Task instructions
The response must consist of the lines below from the one with "M1298 1200 1300 1234 1270 1235 1268 1202Z" through the one with "M1558 65 1816 88", exactly as they appear and with both ends kept.

═══ Excerpted data ═══

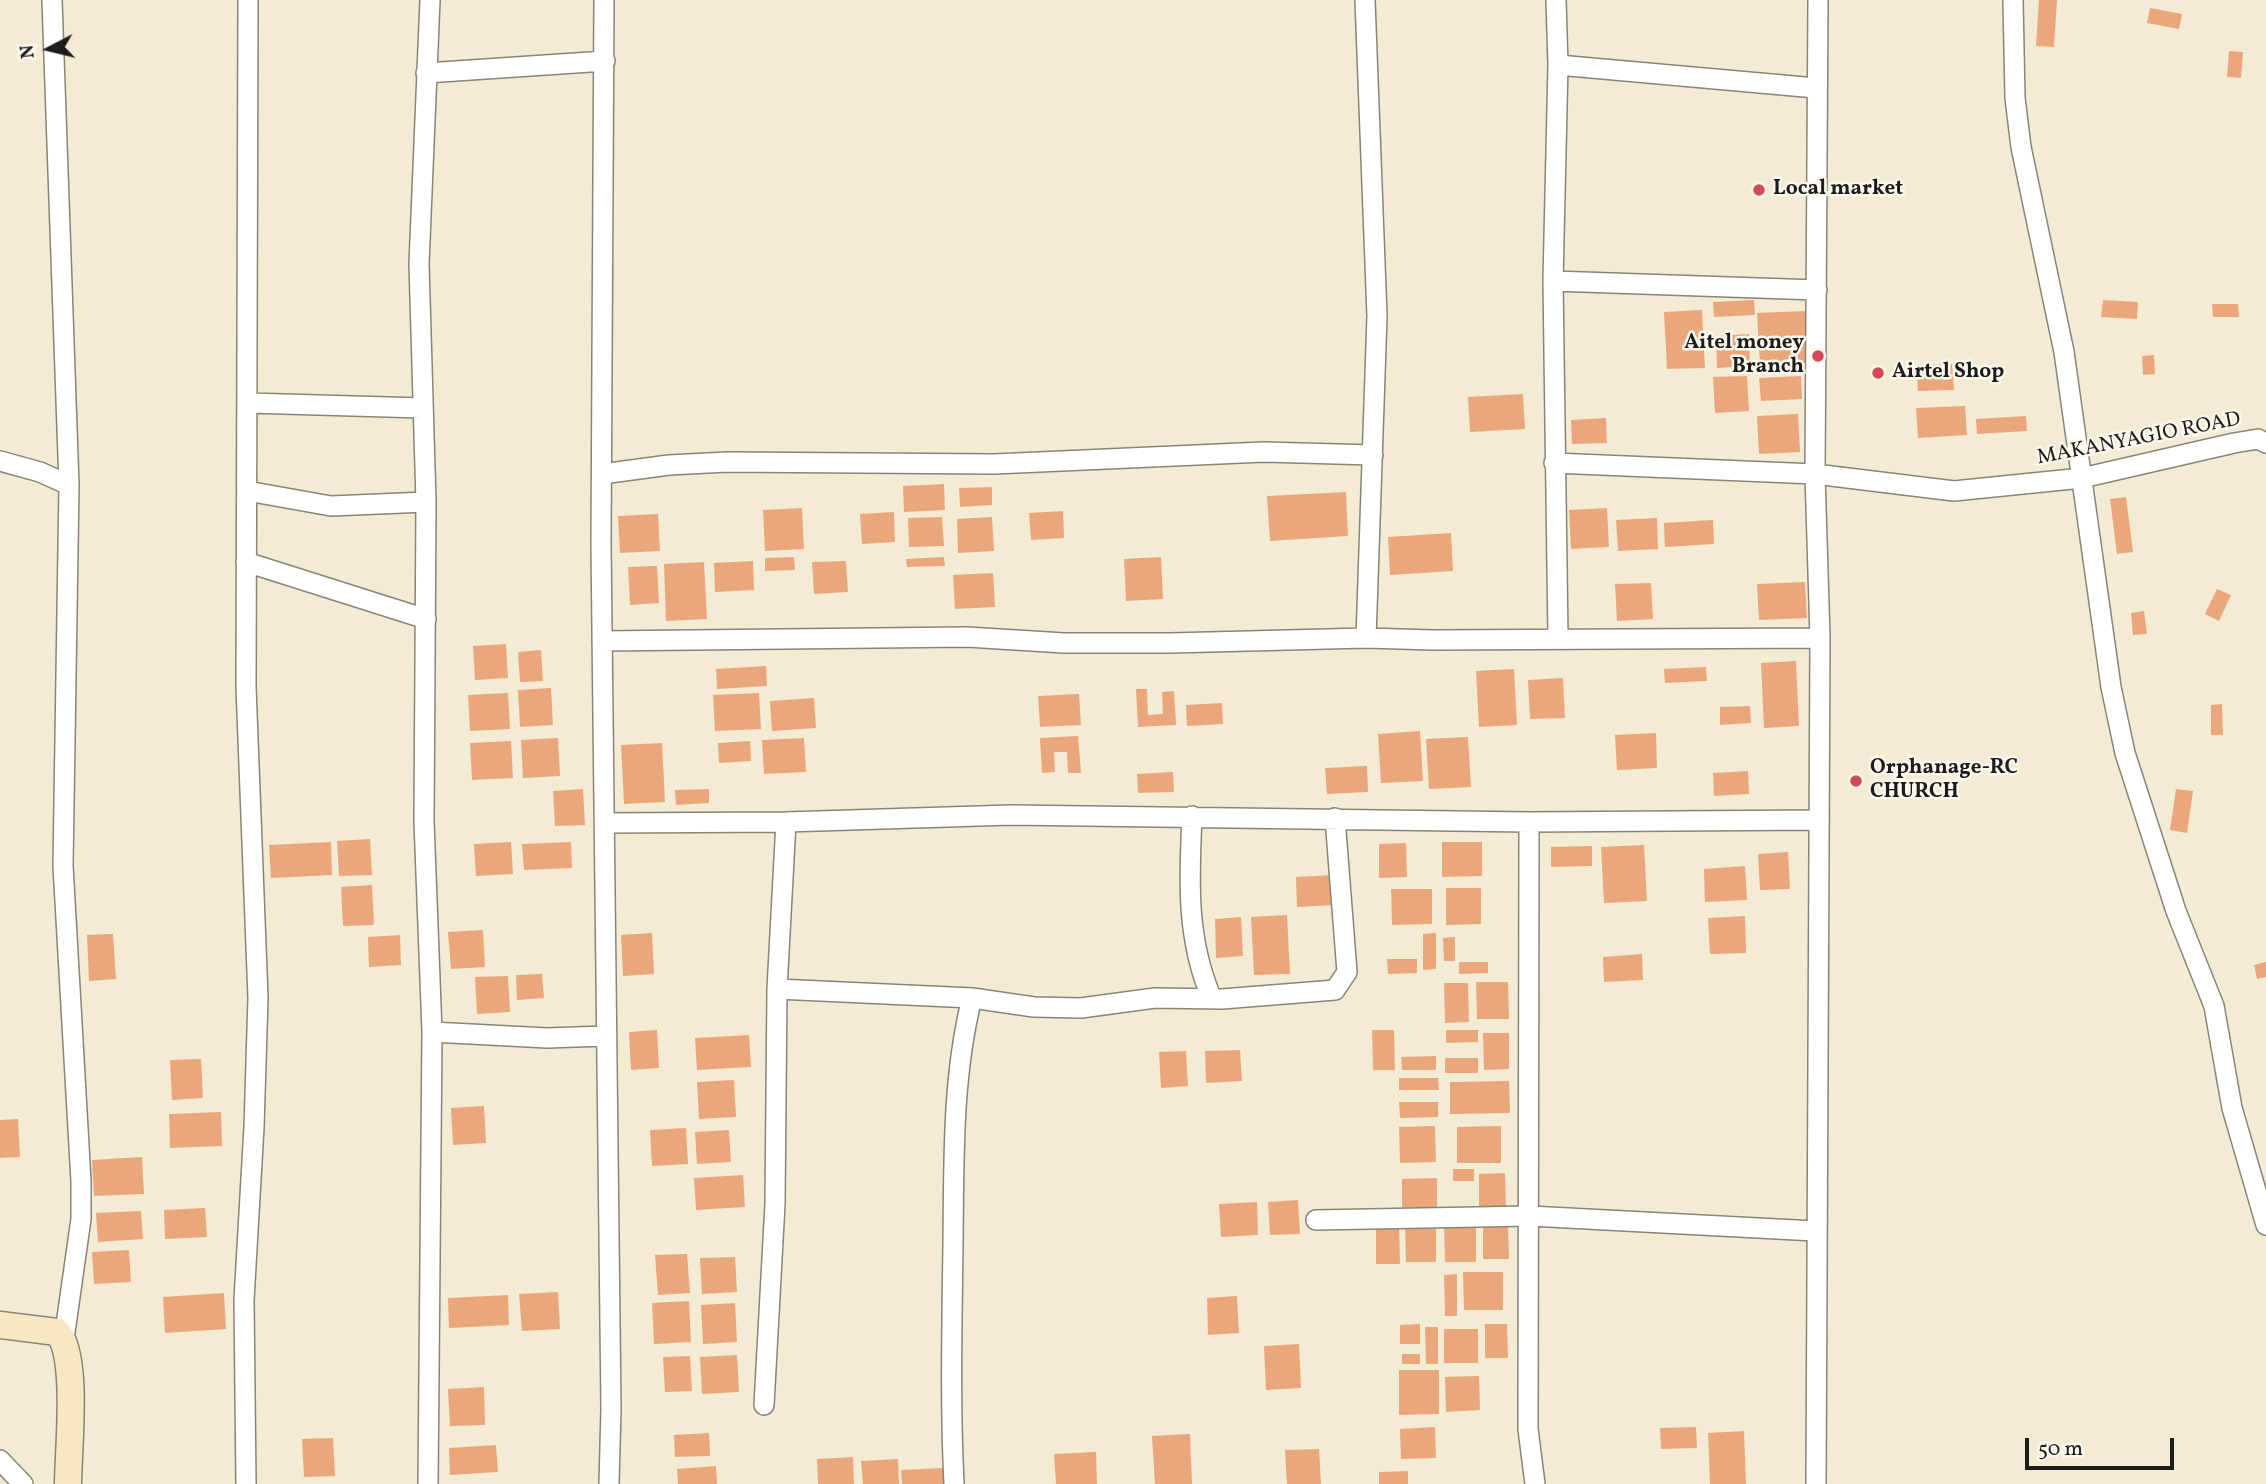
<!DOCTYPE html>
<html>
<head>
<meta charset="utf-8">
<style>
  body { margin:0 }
  #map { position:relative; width:2266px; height:1484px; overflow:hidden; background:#f4ebd4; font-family:Vollkorn,serif }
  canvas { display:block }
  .north { position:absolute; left:14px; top:14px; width:70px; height:70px; -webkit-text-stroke:5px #fbf7ec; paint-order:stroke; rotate:263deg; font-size:19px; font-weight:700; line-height:28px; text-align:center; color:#1c1c1c }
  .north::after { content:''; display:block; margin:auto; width:24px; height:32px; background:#1c1c1c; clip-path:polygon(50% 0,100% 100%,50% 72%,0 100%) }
  .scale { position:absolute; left:2025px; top:1438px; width:149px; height:32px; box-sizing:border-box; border:4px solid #1c1c1c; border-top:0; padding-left:9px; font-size:21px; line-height:24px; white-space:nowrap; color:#1c1c1c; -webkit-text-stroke:5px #fbf7ec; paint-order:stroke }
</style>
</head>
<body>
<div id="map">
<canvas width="2266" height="1484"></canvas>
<div class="north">N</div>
<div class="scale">50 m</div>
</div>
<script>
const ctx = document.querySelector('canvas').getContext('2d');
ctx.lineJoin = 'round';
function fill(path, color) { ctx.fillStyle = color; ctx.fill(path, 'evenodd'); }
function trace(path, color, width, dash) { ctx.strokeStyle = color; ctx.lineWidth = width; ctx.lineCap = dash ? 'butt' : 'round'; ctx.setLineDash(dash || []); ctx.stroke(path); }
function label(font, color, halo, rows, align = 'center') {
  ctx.font = font + ' Vollkorn,serif'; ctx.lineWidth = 5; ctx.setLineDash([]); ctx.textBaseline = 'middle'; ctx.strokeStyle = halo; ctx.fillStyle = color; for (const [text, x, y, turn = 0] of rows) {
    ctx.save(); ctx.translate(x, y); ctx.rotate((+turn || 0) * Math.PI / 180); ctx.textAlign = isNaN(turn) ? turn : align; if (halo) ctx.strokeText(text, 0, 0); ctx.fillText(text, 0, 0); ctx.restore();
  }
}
fill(new Path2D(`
  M2039 0H2057L2054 47 2036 46Z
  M2150 8 2182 14 2179 29 2147 23Z
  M2229 51 2243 52 2241 78 2227 77Z
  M1754 300 1755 315 1714 317 1713 302Z
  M2103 300 2138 302 2137 319 2101 317Z
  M2212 304H2238L2239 317H2213Z
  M1702 310 1705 368 1667 369 1664 312Z
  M1805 311 1808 363 1760 365 1757 313Z
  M1749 334 1750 366 1717 368 1716 336Z
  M2154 355 2155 374 2143 375 2142 356Z
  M1952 364 1954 390 1918 391 1916 365Z
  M1747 376 1749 411 1715 413 1713 377Z
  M1801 376 1802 399 1761 401 1759 378Z
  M1523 394 1525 429 1470 432 1468 397Z
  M1965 406 1967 435 1918 438 1916 408Z
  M1798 414 1800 452 1759 454 1757 416Z
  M2026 416 2027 431 1977 434 1976 419Z
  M1606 418 1607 443 1572 444 1571 420Z
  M944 484 945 510 904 512 903 486Z
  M992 487V505L960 507 959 488Z
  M1346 492 1348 536 1270 541 1267 496Z
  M2126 497 2133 552 2117 554 2110 499Z
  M802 508 804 549 765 551 763 510Z
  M1607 508 1609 547 1571 549 1569 510Z
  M1063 511 1064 538 1031 540 1029 513Z
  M894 512 895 542 862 544 860 514Z
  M658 514 660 551 620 553 618 516Z
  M942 517 944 546 909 547 908 518Z
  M992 517 994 551 958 553 957 519Z
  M1657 518 1658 549 1618 551 1616 520Z
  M1713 520 1714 544 1665 547 1664 523Z
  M1451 533 1453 571 1390 575 1388 537Z
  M794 557 795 570 765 571V558Z
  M944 557 945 566 907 567 906 559Z
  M1161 557 1163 599 1126 601 1124 559Z
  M753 561 754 590 715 592 714 563Z
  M846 561 848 592 814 594 812 562Z
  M704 562 707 619 666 621 664 564Z
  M657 566 659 603 630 605 628 567Z
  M993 573 995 607 955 609 953 575Z
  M1805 582 1807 618 1759 620 1757 584Z
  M1651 583 1653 619 1617 621 1615 584Z
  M2217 589 2231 595 2219 621 2205 614Z
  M2144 611 2147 634 2133 635 2131 613Z
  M506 644 508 678 475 680 473 646Z
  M541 650 543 681 520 682 518 652Z
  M1796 661 1799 726 1764 728 1761 663Z
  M766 666 767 686 717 689 716 669Z
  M1706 667 1707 681 1665 683 1664 669Z
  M1514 669 1517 725 1479 727 1476 671Z
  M1563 678 1565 718 1530 719 1528 680Z
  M551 688 553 725 520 727 518 690Z
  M1136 689H1147L1148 715 1163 714 1162 692 1174 691 1176 725 1138 727Z
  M508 693 510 729 470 731 468 695Z
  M759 693 761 729 715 731 713 695Z
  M1079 694 1081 725 1040 727 1038 696Z
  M814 698 816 728 772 731 770 701Z
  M1222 703 1223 724 1187 726 1186 705Z
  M2222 704 2223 735H2211V705Z
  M1750 706 1751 723 1720 725V707Z
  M1420 731 1423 781 1381 783 1378 734Z
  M1656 733 1657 768 1617 770 1615 735Z
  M1078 736 1081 773H1068L1067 752H1054L1055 772 1042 773 1040 738Z
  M1468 737 1471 787 1429 789 1426 739Z
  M558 738 560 776 523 778 521 740Z
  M804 738 806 772 764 774 762 740Z
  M511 741 513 778 472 780 470 743Z
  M750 741 751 761 719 763 718 743Z
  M662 743 665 802 624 804 621 745Z
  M1367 766 1368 792 1327 794 1325 768Z
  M1748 771 1749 794 1714 796 1713 773Z
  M1173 772 1174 792 1138 793 1137 774Z
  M583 789 585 825 555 826 553 791Z
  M709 789V803L676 805 675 790Z
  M2176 789 2193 791 2187 833 2170 830Z
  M370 839 372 875 339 876 337 841Z
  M331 842 332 875 271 878 269 845Z
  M511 842 513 874 476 876 474 844Z
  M571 842 572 868 524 870 522 844Z
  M1442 842H1482V876L1442 877Z
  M1406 843 1407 877 1379 878V844Z
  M1644 845 1647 901 1604 903 1601 847Z
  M1592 846V866L1551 867V847Z
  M1788 852 1790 889 1760 890 1758 854Z
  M1745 866 1747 900 1705 902 1704 869Z
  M1332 875 1333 905 1297 907 1296 877Z
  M372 885 374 925 343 926 341 887Z
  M1446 888H1481V924L1446 925Z
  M1391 889H1432V924L1392 925Z
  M1287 915 1290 974 1254 975 1251 917Z
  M1745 916 1746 953 1710 954 1708 918Z
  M1241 917 1243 956 1216 958 1215 919Z
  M483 930 485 967 451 969 448 932Z
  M652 933 654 974 623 976 621 935Z
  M1436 933V969L1423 970V934Z
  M113 934 116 979 89 981 87 935Z
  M400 935 401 965 369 967 368 937Z
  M1455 937V961H1444L1443 938Z
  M1642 954 1643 980 1604 982 1603 957Z
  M1387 959H1417V973L1388 974Z
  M1459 962H1488V973L1459 974Z
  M2266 962V977L2257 979 2254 965Z
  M542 974 544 998 517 1000 516 975Z
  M508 976 510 1012 477 1014 475 977Z
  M1476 982H1508L1509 1019H1477Z
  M1444 983H1468L1469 1022 1445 1023Z
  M657 1030 659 1068 631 1070 629 1032Z
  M1372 1030H1394L1395 1070H1373Z
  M1446 1030H1478V1042L1446 1043Z
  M1483 1033H1509V1069L1484 1070Z
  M749 1035 751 1067 697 1070 695 1038Z
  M1240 1050 1242 1081 1206 1083 1205 1051Z
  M1186 1051 1188 1086 1161 1088 1159 1052Z
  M1436 1056V1070H1402L1401 1057Z
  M1445 1058H1478V1073H1445Z
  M201 1059 203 1098 172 1100 170 1060Z
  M1399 1078H1438L1439 1090H1399Z
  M734 1080 736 1117 699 1119 697 1082Z
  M1509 1081 1510 1113 1450 1114V1082Z
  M1399 1102H1438V1117L1400 1118Z
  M484 1106 486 1143 453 1145 451 1108Z
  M221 1112 222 1146 170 1148 169 1114Z
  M18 1119 20 1157 0 1158V1120Z
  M1435 1126 1436 1162 1400 1163 1399 1127Z
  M1501 1126V1163H1457V1127Z
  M686 1128 688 1164 652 1166 650 1130Z
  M729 1130 731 1162 697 1164 695 1132Z
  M142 1157 144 1194 94 1196 92 1160Z
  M1453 1169H1474V1181H1453Z
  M1505 1173 1506 1210 1479 1211V1174Z
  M743 1175 745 1207 696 1210 694 1178Z
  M1437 1178V1213L1402 1214V1179Z
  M1298 1200 1300 1234 1270 1235 1268 1202Z
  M1257 1202 1258 1235 1221 1237 1219 1204Z
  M205 1208 207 1237 165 1239 164 1210Z
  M141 1211 143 1239 98 1242 96 1213Z
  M1483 1224H1508L1509 1259H1483Z
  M1376 1225H1399L1400 1264H1376Z
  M1444 1225H1476V1262H1445Z
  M1405 1227H1436V1262H1406Z
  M129 1250 131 1282 94 1284 92 1252Z
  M687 1254 690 1293 658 1295 655 1255Z
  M735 1257 737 1292 702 1294 700 1258Z
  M1463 1272H1503V1310H1464Z
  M1457 1274V1316H1445L1444 1275Z
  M558 1292 560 1329 522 1331 519 1294Z
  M224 1293 226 1329 165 1333 163 1297Z
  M508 1295 509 1325 449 1328 448 1298Z
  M1237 1296 1239 1333 1208 1335 1207 1298Z
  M689 1301 691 1342 654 1344 652 1303Z
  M735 1303 737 1342 703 1344 701 1305Z
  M1420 1324V1344H1400V1325Z
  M1485 1324H1507L1508 1358H1485Z
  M1425 1327H1438V1364H1426Z
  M1444 1329H1478V1363H1444Z
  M1299 1344 1301 1388 1266 1390 1264 1346Z
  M1402 1354H1420V1364H1402Z
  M737 1355 739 1392 702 1394 700 1357Z
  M690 1356 692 1391 665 1392 663 1357Z
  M1399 1370H1439V1414L1399 1415Z
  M1479 1376 1480 1410 1446 1412 1445 1377Z
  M484 1387 485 1425 450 1426 448 1389Z
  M1435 1427 1436 1458 1401 1459 1400 1429Z
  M1696 1427 1697 1448 1661 1449 1660 1428Z
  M1744 1431 1746 1484H1710L1708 1433Z
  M709 1433 710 1456 675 1457 674 1435Z
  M1190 1434 1192 1484H1155L1152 1436Z
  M333 1438 335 1476 304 1477 302 1439Z
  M496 1445 498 1472 450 1475 449 1448Z
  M1319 1449 1321 1484H1287L1285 1450Z
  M1096 1452 1097 1484H1056L1054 1454Z
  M853 1457 854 1484H818L817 1459Z
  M898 1459 899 1484H863L861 1461Z
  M716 1466 717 1484H678L677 1469Z
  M943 1468 944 1484H902L901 1470Z
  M1408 1471V1484H1379V1472Z`), '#eaa77b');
const street = new Path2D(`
  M52 0 69 485 63 866 81 1181V1219L64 1339
  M604 0 601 544 611 1409 609 1484
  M1365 0 1377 316 1366 638
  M1556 0 1558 65 1553 281 1558 637
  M2013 0 2015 98 2021 147 2064 352 2111 687 2125 753 2176 911 2214 1006 2232 1108 2266 1225
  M1558 65 1816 88
  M426 73 605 61
  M1553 281 1817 290
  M248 403 422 408
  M0 461 40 472 69 485
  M1554 463 1815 474 1954 491 2082 478 2234 443 2258 439 2266 443
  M602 474 669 465 727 462 994 464 1264 452 1373 455
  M247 491 331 506 426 502
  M246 562 426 619
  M602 641 967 637 1064 643H1170L1366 638 1433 640 1820 638
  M1192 816C1189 880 1186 939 1212 999
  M1529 822 1528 1429 1535 1484
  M605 823 786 822 1011 815 1529 822 1819 820
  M777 989 972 998 1034 1007 1081 1008 1155 998 1222 999 1335 990 1347 972 1335 818
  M432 1032 547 1038 605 1036
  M1316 1220 1530 1216 1815 1231
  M764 1405 775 1204 777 989 786 822
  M0 1460 23 1484
  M246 1484 244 1300 254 1127 258 998 246 687 248 0
  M428 1484 432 1032 424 821 426 502 419 264 430 0
  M954 1484C950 1404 952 1324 953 1243 954 1162 952 1077 972 998
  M1816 1484 1820 638 1815 474 1818 0`);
const secondary = new Path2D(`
  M0 1325 57 1332C79 1354 68 1451 68 1484`);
trace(street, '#888478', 22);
trace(secondary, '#888478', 29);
trace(street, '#fff', 19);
trace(secondary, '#f7e8c3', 26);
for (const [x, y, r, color] of [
  [1759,190,7,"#d1495b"],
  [1818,356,7,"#d1495b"],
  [1878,373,7,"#d1495b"],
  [1856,781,7,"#d1495b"]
]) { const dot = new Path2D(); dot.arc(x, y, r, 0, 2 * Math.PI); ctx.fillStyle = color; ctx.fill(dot); trace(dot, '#fbf7ec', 2.5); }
label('bold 21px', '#1c1c1c', '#fbf7ec', [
  ["Local market",1773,190],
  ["Aitel money",1804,344,"right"],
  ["Branch",1804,368,"right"],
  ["Airtel Shop",1892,373],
  ["Orphanage-RC",1870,769],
  ["CHURCH",1870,793]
], 'left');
label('21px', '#1c1c1c', '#fbf7ec', [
  ["MAKANYAGIO ROAD",2139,440,-11]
]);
</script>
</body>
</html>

═══

Response
  M1298 1200 1300 1234 1270 1235 1268 1202Z
  M1257 1202 1258 1235 1221 1237 1219 1204Z
  M205 1208 207 1237 165 1239 164 1210Z
  M141 1211 143 1239 98 1242 96 1213Z
  M1483 1224H1508L1509 1259H1483Z
  M1376 1225H1399L1400 1264H1376Z
  M1444 1225H1476V1262H1445Z
  M1405 1227H1436V1262H1406Z
  M129 1250 131 1282 94 1284 92 1252Z
  M687 1254 690 1293 658 1295 655 1255Z
  M735 1257 737 1292 702 1294 700 1258Z
  M1463 1272H1503V1310H1464Z
  M1457 1274V1316H1445L1444 1275Z
  M558 1292 560 1329 522 1331 519 1294Z
  M224 1293 226 1329 165 1333 163 1297Z
  M508 1295 509 1325 449 1328 448 1298Z
  M1237 1296 1239 1333 1208 1335 1207 1298Z
  M689 1301 691 1342 654 1344 652 1303Z
  M735 1303 737 1342 703 1344 701 1305Z
  M1420 1324V1344H1400V1325Z
  M1485 1324H1507L1508 1358H1485Z
  M1425 1327H1438V1364H1426Z
  M1444 1329H1478V1363H1444Z
  M1299 1344 1301 1388 1266 1390 1264 1346Z
  M1402 1354H1420V1364H1402Z
  M737 1355 739 1392 702 1394 700 1357Z
  M690 1356 692 1391 665 1392 663 1357Z
  M1399 1370H1439V1414L1399 1415Z
  M1479 1376 1480 1410 1446 1412 1445 1377Z
  M484 1387 485 1425 450 1426 448 1389Z
  M1435 1427 1436 1458 1401 1459 1400 1429Z
  M1696 1427 1697 1448 1661 1449 1660 1428Z
  M1744 1431 1746 1484H1710L1708 1433Z
  M709 1433 710 1456 675 1457 674 1435Z
  M1190 1434 1192 1484H1155L1152 1436Z
  M333 1438 335 1476 304 1477 302 1439Z
  M496 1445 498 1472 450 1475 449 1448Z
  M1319 1449 1321 1484H1287L1285 1450Z
  M1096 1452 1097 1484H1056L1054 1454Z
  M853 1457 854 1484H818L817 1459Z
  M898 1459 899 1484H863L861 1461Z
  M716 1466 717 1484H678L677 1469Z
  M943 1468 944 1484H902L901 1470Z
  M1408 1471V1484H1379V1472Z`), '#eaa77b');
const street = new Path2D(`
  M52 0 69 485 63 866 81 1181V1219L64 1339
  M604 0 601 544 611 1409 609 1484
  M1365 0 1377 316 1366 638
  M1556 0 1558 65 1553 281 1558 637
  M2013 0 2015 98 2021 147 2064 352 2111 687 2125 753 2176 911 2214 1006 2232 1108 2266 1225
  M1558 65 1816 88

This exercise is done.